$$\int_a^b{f(x)}dx$$ let $u=k(x),$ where $ k(a)=0, k(b)=0 \\ k^{-1}(u)=x \\ (k^{-1})'(u) du =dx$
$$\int_{k(a)}^{k(b)} f(k^{-1}(u))\times (k^{-1})'(u) du$$ $$=\int_{0}^{0} f(k^{-1}(u))\times (k^{-1})'(u) du$$ $$=0$$
If this is correct, then every integral would equal to zero, thus it has to be incorrect.

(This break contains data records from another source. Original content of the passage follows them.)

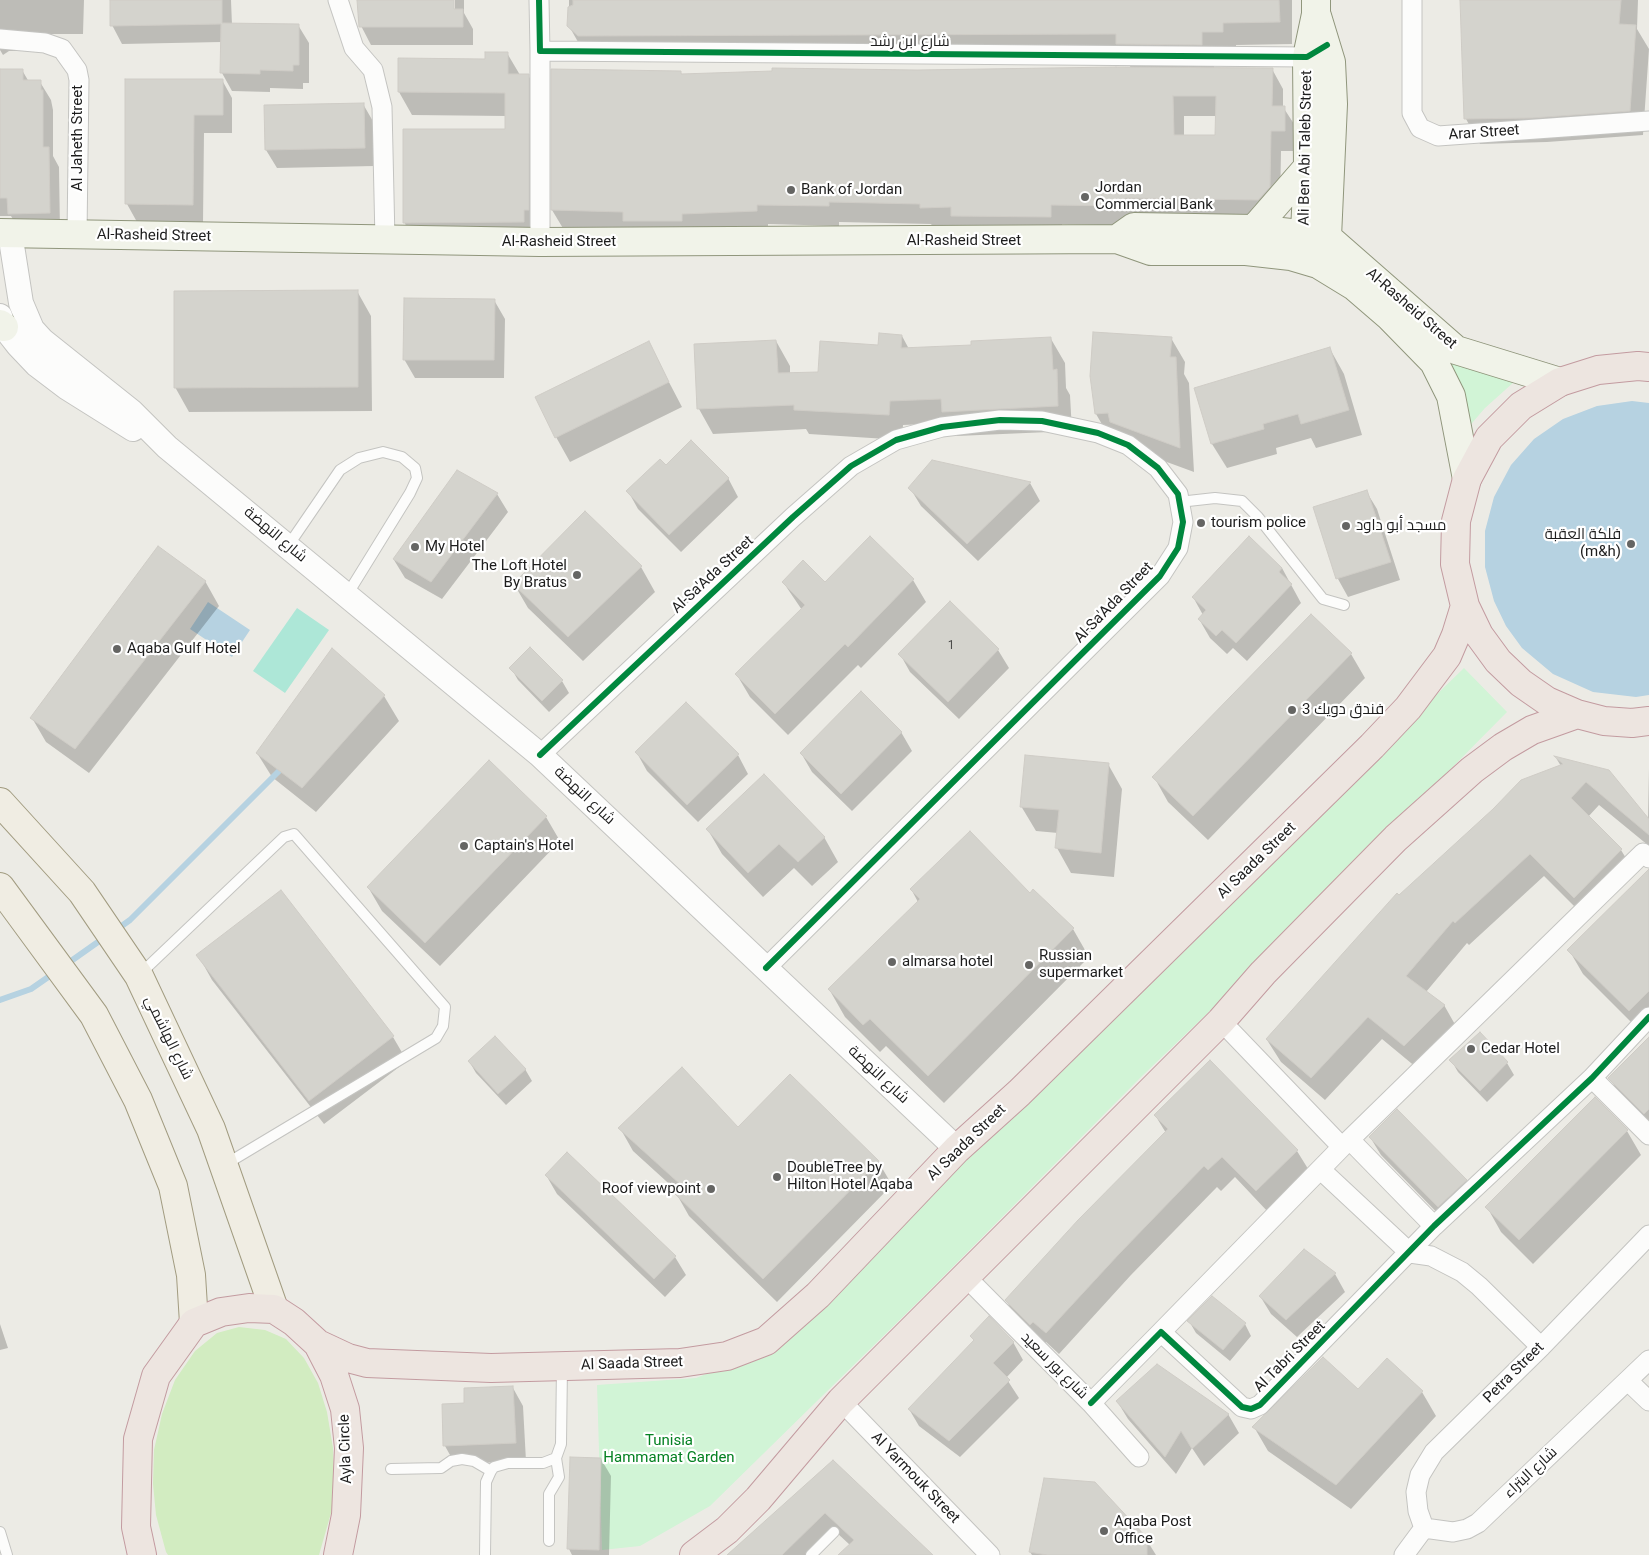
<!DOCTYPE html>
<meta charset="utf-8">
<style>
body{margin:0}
canvas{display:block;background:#ecebe5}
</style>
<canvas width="1649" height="1555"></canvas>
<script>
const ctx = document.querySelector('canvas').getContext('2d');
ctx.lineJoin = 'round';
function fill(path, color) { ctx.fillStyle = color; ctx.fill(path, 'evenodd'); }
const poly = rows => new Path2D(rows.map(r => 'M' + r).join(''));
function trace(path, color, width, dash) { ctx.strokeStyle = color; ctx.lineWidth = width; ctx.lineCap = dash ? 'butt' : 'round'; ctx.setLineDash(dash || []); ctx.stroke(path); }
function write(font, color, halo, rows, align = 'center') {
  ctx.font = font + ' Roboto,Cairo,sans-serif'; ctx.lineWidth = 4.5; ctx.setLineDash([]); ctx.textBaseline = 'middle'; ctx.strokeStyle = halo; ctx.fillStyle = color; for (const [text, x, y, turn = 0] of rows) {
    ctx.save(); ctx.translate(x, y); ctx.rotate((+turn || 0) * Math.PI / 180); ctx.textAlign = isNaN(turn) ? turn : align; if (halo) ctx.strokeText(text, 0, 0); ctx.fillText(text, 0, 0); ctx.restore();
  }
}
fill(poly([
 [239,1327,265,1330,286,1339,304,1358,318,1383,327,1412,333,1448,334,1477,333,1506,319,1555,168,1555,166,1552,156,1515,153,1484,154,1450,162,1414,175,1380,195,1351,217,1333]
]), '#d2ecc1');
fill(poly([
 [1342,262,1514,382,1485,408,1466,430,1457,396],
 [1464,668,1507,712,1237,985,1142,1076,919,1301,710,1506,640,1546,602,1550,597,1385,696,1378,775,1347,933,1183]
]), '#d1f4d6');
fill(poly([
 [297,608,329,630,285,693,253,671]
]), '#ade7d7');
fill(poly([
 [1632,401,1649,403,1649,695,1636,697,1593,692,1553,674,1522,648,1506,626,1494,601,1485,567,1485,531,1494,497,1511,465,1534,439,1563,419,1597,406],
 [208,602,250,630,232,657,190,629]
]), '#b6d2e1');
fill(poly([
 [0,0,84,0,83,34,21,34,21,51,9,51,3,55,0,50],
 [111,0,231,0,232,25,298,25,309,43,309,83,303,83,303,89,270,88,270,92,232,91,222,73,222,42,122,44,112,25],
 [358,0,453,0,453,16,455,16,455,0,464,0,464,13,473,29,473,45,371,45,358,20],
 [569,0,1292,0,1292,44,1236,45,1236,54,1214,55,1214,69,1272,69,1283,89,1283,107,1296,127,1296,151,1281,151,1280,208,1270,220,1136,226,1062,224,1062,237,933,227,931,224,839,222,839,226,768,224,768,231,564,230,552,210,681,73,682,75,1131,68,1124,57,582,49,569,26],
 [1184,116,1217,116,1217,136,1184,136],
 [1461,0,1638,0,1637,29,1649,49,1643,135,1547,142,1480,144,1466,119],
 [507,53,520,75,528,75,541,98,541,232,418,246,404,222,506,130,506,116,412,115,399,92],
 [0,70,22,70,29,82,40,82,51,100,53,110,53,156,59,167,60,231,20,232,11,216,0,216],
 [126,80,222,80,232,98,232,133,204,133,203,223,137,222,127,204],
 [363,104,374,123,375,166,277,168,266,150],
 [357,291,371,316,372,411,189,412,175,387],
 [494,300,505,319,504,378,415,378,404,359],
 [902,336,909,349,973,347,1051,339,1065,363,1066,388,1070,395,1072,431,957,436,949,423,903,425,902,440,809,434,806,429,713,434,699,409,695,345,776,341,790,366,790,374,819,373],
 [1171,338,1185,362,1184,374,1189,383,1194,472,1126,447,1110,438,1096,414],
 [648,342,682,407,570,462,556,437],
 [1330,349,1344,374,1362,435,1316,448,1311,438,1276,448,1277,454,1227,468,1212,444,1196,389],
 [728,478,738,497,681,552,638,509,628,491],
 [1030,483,1040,501,978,561,921,506,910,488],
 [1366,491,1377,509,1400,580,1348,597,1338,579,1314,508],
 [497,494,508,512,442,599,405,578,394,560],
 [585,512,641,567,655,592,583,661,528,608,514,584],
 [870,538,913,580,926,602,861,668,858,665,788,735,750,697,737,675,802,610,783,582,825,584],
 [1282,568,1301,603,1247,661,1233,648,1227,654,1210,638,1199,619,1203,615,1193,597],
 [205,581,219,606,89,773,46,742,32,718],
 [332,650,384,696,399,721,316,812,272,777,257,753],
 [998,650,1009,668,959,719,910,672,900,654],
 [1351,654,1365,678,1208,840,1168,802,1154,777],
 [511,668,562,681,569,693,549,712,518,680],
 [901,732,912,751,852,811,812,772,801,753],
 [637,753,738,755,748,774,698,822,647,771],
 [1556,758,1648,819,1649,768,1649,846,1599,805,1588,817,1621,850,1635,873,1588,920,1544,876,1469,945,1467,943,1426,992,1444,1005,1457,1028,1417,1068,1382,1039,1325,1100,1281,1062,1267,1040,1399,896,1561,766],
 [489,762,546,817,560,841,440,966,382,911,368,887],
 [1108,764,1122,789,1114,877,1071,873,1057,848,1058,833,1036,831,1021,806],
 [708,830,824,837,838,862,812,886,794,868,763,897,722,854],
 [1649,877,1649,1029,1644,1035,1583,974,1569,950],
 [911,889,1030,894,1073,929,1089,957,944,1103,886,1046,880,1052,845,1017,829,989,918,902],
 [198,955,393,1037,407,1061,324,1124,212,980],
 [1480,1034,1507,1063,1514,1075,1487,1102,1458,1072,1451,1060],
 [1649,1039,1649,1127,1624,1103,1610,1078],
 [469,1061,525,1069,532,1081,506,1105,476,1073],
 [1155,1115,1297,1151,1310,1172,1268,1212,1235,1177,1221,1191,1217,1187,1131,1275,1059,1354,1046,1342,1043,1346,1018,1321,1006,1300,1166,1133],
 [620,1128,738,1129,878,1161,892,1185,777,1302,689,1216,676,1193,677,1191,633,1151],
 [1627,1131,1641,1155,1533,1264,1501,1232,1487,1207],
 [1370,1137,1466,1181,1476,1199,1449,1225,1381,1155],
 [546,1175,675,1257,686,1275,665,1297,557,1194],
 [1335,1274,1345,1292,1297,1337,1271,1314,1260,1296],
 [1189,1321,1245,1324,1251,1336,1230,1361,1196,1333],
 [0,1324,8,1348,0,1350],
 [971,1336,1013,1342,1023,1360,1006,1378,1019,1398,960,1457,919,1426,909,1409,974,1341],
 [513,1388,523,1406,526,1461,455,1464,445,1446,466,1404],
 [1358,1391,1422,1392,1436,1416,1351,1509,1268,1451,1254,1427],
 [1117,1401,1228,1414,1239,1433,1204,1466,1192,1448,1176,1474,1128,1419],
 [601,1459,611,1476,609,1555,572,1555,569,1549],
 [833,1462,932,1555,840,1555,850,1545,837,1533,814,1555,729,1555],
 [1146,1539,1156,1555,1032,1555,1030,1552]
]), '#0003');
trace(poly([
 [116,930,130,920,279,771],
 [64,966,105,937],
 [0,1000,31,989,54,973]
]), '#b6d2e1', 6);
const building = poly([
 [110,0,222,0,222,23,299,24,299,65,293,65,293,71,260,70,260,74,220,73,221,24,110,26,110,0],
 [357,0,454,0,454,9,463,9,463,27,359,27,357,0],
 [573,0,1279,0,1280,22,1223,23,1223,32,1202,32,1202,45,1116,44,1116,34,578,36,567,26,568,7,573,5,573,0],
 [1460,0,1621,0,1619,24,1636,25,1630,111,1532,118,1464,119,1460,0],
 [485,52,508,52,508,74,529,74,529,210,524,210,524,222,403,223,403,129,505,129,505,93,398,92,398,58,485,59,485,52],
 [1116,67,1273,68,1272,106,1285,106,1285,131,1271,131,1270,187,1258,200,1125,198,1125,206,1051,205,1051,217,951,216,951,207,920,208,920,204,829,202,829,206,757,205,757,211,682,214,682,221,623,221,623,212,551,210,551,69,681,71,681,74,772,71,772,68,917,70,1116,67],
 [1173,96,1216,96,1215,135,1174,135,1173,96],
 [0,69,23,69,23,80,41,80,41,90,43,90,43,147,49,147,50,213,8,214,7,198,0,198,0,69],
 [125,79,223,79,223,115,194,115,193,205,125,204,125,79],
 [364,103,365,148,265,150,264,105,364,103],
 [358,290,358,387,174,388,174,291,358,290],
 [404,298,495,299,494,360,403,360,404,298],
 [1093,332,1172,337,1170,357,1176,357,1180,448,1110,422,1108,413,1095,414,1090,376,1093,332],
 [879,333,902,335,901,348,971,345,971,341,1051,337,1053,370,1057,369,1058,406,942,412,941,399,890,401,889,415,794,410,794,405,697,409,694,344,776,340,778,373,818,372,820,341,878,345,879,333],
 [649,341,669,382,555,438,535,397,649,341],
 [1330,347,1349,410,1301,424,1298,414,1263,424,1264,429,1211,444,1194,388,1330,347],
 [691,440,729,478,669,535,626,491,660,459,666,465,691,440],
 [932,460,1031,482,967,544,908,488,932,460],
 [457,470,498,493,431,582,393,559,457,470],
 [1367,490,1391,562,1336,579,1313,507,1367,490],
 [585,511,642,566,568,637,513,584,585,511],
 [870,536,914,579,848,647,845,644,775,714,735,674,805,605,782,582,803,560,825,582,870,536],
 [1249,536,1282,568,1279,572,1292,584,1236,643,1222,630,1216,636,1198,619,1206,610,1192,597,1249,536],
 [158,546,206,581,75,749,30,718,158,546],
 [950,601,999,649,948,702,898,654,950,601],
 [1311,614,1352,653,1193,816,1152,777,1311,614],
 [530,647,563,680,542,701,509,668,530,647],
 [332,648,385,695,302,788,256,753,332,648],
 [861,691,902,732,841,794,800,753,861,691],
 [686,702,739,754,687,805,635,752,686,702],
 [1025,755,1109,763,1101,853,1055,848,1059,810,1020,807,1025,755],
 [1554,756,1609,770,1649,819,1649,835,1586,782,1571,798,1622,849,1574,898,1530,854,1455,923,1453,921,1406,976,1445,1005,1404,1046,1368,1017,1311,1078,1266,1039,1397,893,1399,895,1493,809,1521,780,1563,764,1554,756],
 [489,760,547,816,425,943,367,887,489,760],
 [764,774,825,837,798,862,779,844,748,873,706,829,764,774],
 [970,831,1030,893,1033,889,1074,928,928,1076,870,1019,863,1025,828,989,920,899,910,889,970,831],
 [1649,869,1649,991,1629,1011,1567,950,1649,869],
 [281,890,394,1036,309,1101,196,955,281,890],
 [1480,1032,1508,1062,1480,1091,1449,1060,1480,1032],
 [495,1036,526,1069,498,1094,468,1061,495,1036],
 [1649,1037,1649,1109,1644,1114,1608,1078,1649,1037],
 [1210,1060,1298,1150,1256,1191,1222,1157,1208,1170,1204,1166,1119,1254,1046,1333,1033,1322,1030,1325,1005,1300,1078,1220,1168,1129,1154,1115,1210,1060],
 [682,1067,738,1127,790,1074,879,1161,763,1279,674,1193,681,1185,618,1128,682,1067],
 [1595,1097,1628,1130,1519,1240,1485,1207,1595,1097],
 [1397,1109,1467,1180,1438,1207,1369,1137,1397,1109],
 [567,1152,676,1256,654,1279,545,1175,567,1152],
 [1304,1249,1336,1273,1286,1320,1259,1296,1304,1249],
 [1212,1296,1246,1323,1223,1350,1187,1321,1212,1296],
 [989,1316,1014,1342,993,1363,1010,1380,949,1441,908,1409,974,1340,970,1336,989,1316],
 [1323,1357,1358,1389,1387,1358,1423,1391,1336,1485,1252,1427,1323,1357],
 [1157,1364,1229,1414,1192,1449,1181,1431,1165,1457,1116,1401,1157,1364],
 [513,1386,516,1443,443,1446,442,1404,464,1403,464,1388,513,1386],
 [570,1457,601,1458,599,1550,567,1549,570,1457],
 [833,1460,933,1555,838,1555,854,1540,825,1513,782,1555,727,1555,833,1460],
 [1044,1478,1095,1482,1147,1538,1147,1555,1047,1555,1029,1552,1044,1478]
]);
fill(building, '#d4d3cd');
trace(building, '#cfccc6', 1);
const service = poly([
 [1179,502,1215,498,1242,501,1258,517,1323,599,1344,605],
 [288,546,340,470,359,458,383,452,402,457,415,468,417,478,410,493,347,595],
 [139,975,284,837,294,834,445,1007,443,1026,436,1038,226,1164],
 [391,1469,441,1468,451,1461,462,1459,474,1461,491,1471],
 [0,1532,7,1555],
 [549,1541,549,1494,559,1477,556,1458],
 [485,1555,486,1482,491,1471,494,1467,508,1463,543,1463,556,1458,561,1444,562,1366],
 [811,1555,834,1532]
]);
const minor = poly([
 [338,0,354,48,373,70,382,107,385,240],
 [539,0,540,51,1307,57,1316,52],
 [1412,0,1412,113,1420,128,1438,136,1649,121],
 [0,39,45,43,62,49,77,70,79,80,77,235],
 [540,242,540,51],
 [540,755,793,517,851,466,896,440,942,427,1000,420,1042,421,1098,433,1128,445,1158,468,1178,494,1183,522,1178,548,1160,576,766,968],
 [1221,1021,1342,1147,1643,853,1649,858],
 [1592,1078,1649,1135],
 [1350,1140,1434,1226],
 [1321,1170,1410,1253],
 [1410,1253,1431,1256,1462,1272,1479,1286,1541,1347],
 [966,1277,1091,1403,1139,1457],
 [1161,1332,1342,1147],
 [1628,1381,1649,1401],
 [841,1401,990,1555],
 [1091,1403,1161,1332,1242,1407,1251,1409,1260,1405,1434,1226,1592,1078,1649,1017],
 [1424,1528,1418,1511,1416,1492,1420,1475,1434,1452,1541,1347,1649,1235],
 [1424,1528,1453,1532,1467,1529,1478,1523,1649,1360],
 [1404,1555,1424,1528]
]);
const tertiary = poly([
 [10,233,21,303,32,329,43,341,132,412,167,447,540,755,957,1149],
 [0,316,4,327,18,345,37,365,66,387,133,429]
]);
const secondary = poly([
 [1317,16,1331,62,1333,104,1327,237,1321,254],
 [1254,229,1308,167],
 [0,233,540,242,1117,239,1151,251,1246,251,1291,256,1318,264,1354,286,1390,317,1434,362,1451,396,1467,479],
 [1117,239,1134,227,1254,229,1327,237,1456,350,1560,382],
 [1311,249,1305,233,1308,167,1307,57,1316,14,1316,0],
 [0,324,4,327]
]);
const primary = poly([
 [0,802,82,892,139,976,211,1129,274,1309],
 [0,887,94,1015,138,1100,173,1186,191,1275,194,1323]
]);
const trunk = poly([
 [1649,367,1638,366,1598,370,1560,382,1521,406,1489,438,1467,479,1456,521,1455,564,1465,606,1479,635,1498,661,1521,683,1547,701,1577,714,1604,721,1632,723,1649,721],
 [318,1344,348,1358,367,1363,491,1368,680,1363,727,1356,766,1341,818,1295,957,1149,1019,1093,1372,746,1408,708,1447,656,1456,635,1465,606],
 [142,1555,136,1527,138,1439,156,1376,194,1323,221,1312,249,1308,274,1309,294,1322,318,1344,334,1375,345,1409,349,1448,346,1515,338,1555],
 [694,1555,727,1530,758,1499,841,1401,1221,1021,1263,973,1396,838,1472,770,1503,747,1532,730,1577,714]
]);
trace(service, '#c4c4c1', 12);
trace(minor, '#c4c4c1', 21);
trace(tertiary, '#c4c4c1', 26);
trace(secondary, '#90967c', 30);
trace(primary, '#a29c81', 30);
trace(trunk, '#c39ba0', 30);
trace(service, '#fcfcfb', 10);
trace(minor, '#fcfcfb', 19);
trace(tertiary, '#fcfcfb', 24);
trace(secondary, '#f1f3e9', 28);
trace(primary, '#f0ede3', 28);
trace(trunk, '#ede5e0', 28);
trace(poly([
 [539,0,540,51,1307,57,1327,45],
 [540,755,793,517,851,466,896,440,942,427,1000,420,1042,421,1098,433,1128,445,1158,468,1178,494,1183,522,1178,548,1160,576,766,968],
 [1091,1403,1161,1332,1242,1407,1251,1409,1260,1405,1434,1226,1592,1078,1649,1017]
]), '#00873e', 6);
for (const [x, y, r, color] of [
 [791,190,5,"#656563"],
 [1085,197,5,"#656563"],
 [1201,523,5,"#656563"],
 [1346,526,5,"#656563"],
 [1631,544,5,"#656563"],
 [415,547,5,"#656563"],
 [577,575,5,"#656563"],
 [117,649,5,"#656563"],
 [1292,710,5,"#656563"],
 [464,846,5,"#656563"],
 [892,962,5,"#656563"],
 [1029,965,5,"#656563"],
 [1471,1049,5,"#656563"],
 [777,1177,5,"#656563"],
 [711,1189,5,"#656563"],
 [1104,1531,5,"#656563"]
]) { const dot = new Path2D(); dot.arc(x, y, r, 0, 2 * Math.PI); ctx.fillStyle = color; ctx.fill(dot); trace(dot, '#fff', 2); }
write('12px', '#4c4c4a', null, [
 ["1",951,646]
]);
write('15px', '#1d1d1d', '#fff', [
 ["شارع ابن رشد",910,42],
 ["Arar Street",1484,133,-4],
 ["Al Jaheth Street",78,138,-90],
 ["Ali Ben Abi Taleb Street",1306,148,-89],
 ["Al-Rasheid Street",154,236,1],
 ["Al-Rasheid Street",964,241],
 ["Al-Rasheid Street",559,242],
 ["Al-Rasheid Street",1411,309,41],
 ["شارع النهضة",275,535,40],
 ["Al-Sa'Ada Street",713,575,-43],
 ["Al-Sa'Ada Street",1114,603,-46],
 ["شارع النهضة",584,796,43],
 ["Al Saada Street",1257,861,-44],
 ["شارع الهاشمي",168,1038,64],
 ["شارع النهضة",878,1075,43],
 ["Al Saada Street",967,1143,-44],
 ["Al Tabri Street",1290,1357,-45],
 ["Al Saada Street",632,1364,-2],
 ["شارع بور سعيد",1054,1366,45],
 ["Petra Street",1514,1373,-45],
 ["Ayla Circle",346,1449,-92],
 ["شارع البتراء",1531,1473,-43],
 ["Al Yarmouk Street",915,1478,46]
]);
write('15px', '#1d1d1d', '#fff', [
 ["Jordan",1095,188],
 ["Commercial Bank",1095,205],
 ["Bank of Jordan",801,190],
 ["tourism police",1211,523],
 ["مسجد أبو داود",1356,526],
 ["فلكة العقبة",1621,535,"right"],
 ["(m&h)",1621,552,"right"],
 ["My Hotel",425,547],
 ["The Loft Hotel",567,566,"right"],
 ["By Bratus",567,583,"right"],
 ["Aqaba Gulf Hotel",127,649],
 ["فندق دويك 3",1302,710],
 ["Captain's Hotel",474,846],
 ["Russian",1039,956],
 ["supermarket",1039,973],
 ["almarsa hotel",902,962],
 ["Cedar Hotel",1481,1049],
 ["DoubleTree by",787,1168],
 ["Hilton Hotel Aqaba",787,1185],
 ["Roof viewpoint",701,1189,"right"],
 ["Aqaba Post",1114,1522],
 ["Office",1114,1539]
], 'left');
write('15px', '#058122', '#fff', [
 ["Tunisia",669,1441],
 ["Hammamat Garden",669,1458]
]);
</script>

If $k(a) = 0 = k(b)$ then there is not exist $k^{-1}$
Well this $k$ is not inyective
Let us play the game with $$k(x):=(x-a)(b-x)$$ so that
$$dk=(a+b-2x)\,dx.$$
When $x$ moves from $a$ to $b$, $k$ increases from $0$ to $\dfrac{(b-a)^2}4$, then decreases back to $0$. At the same time, the sign of $dk$ changes from positive to negative.
Hence we will have a partial integral from $a$ to $\dfrac{a+b}2$ with a positive sign and another from $\dfrac{a+b}2$ to $0$ with a negative sign. Hence these two integrals do not cancel each other.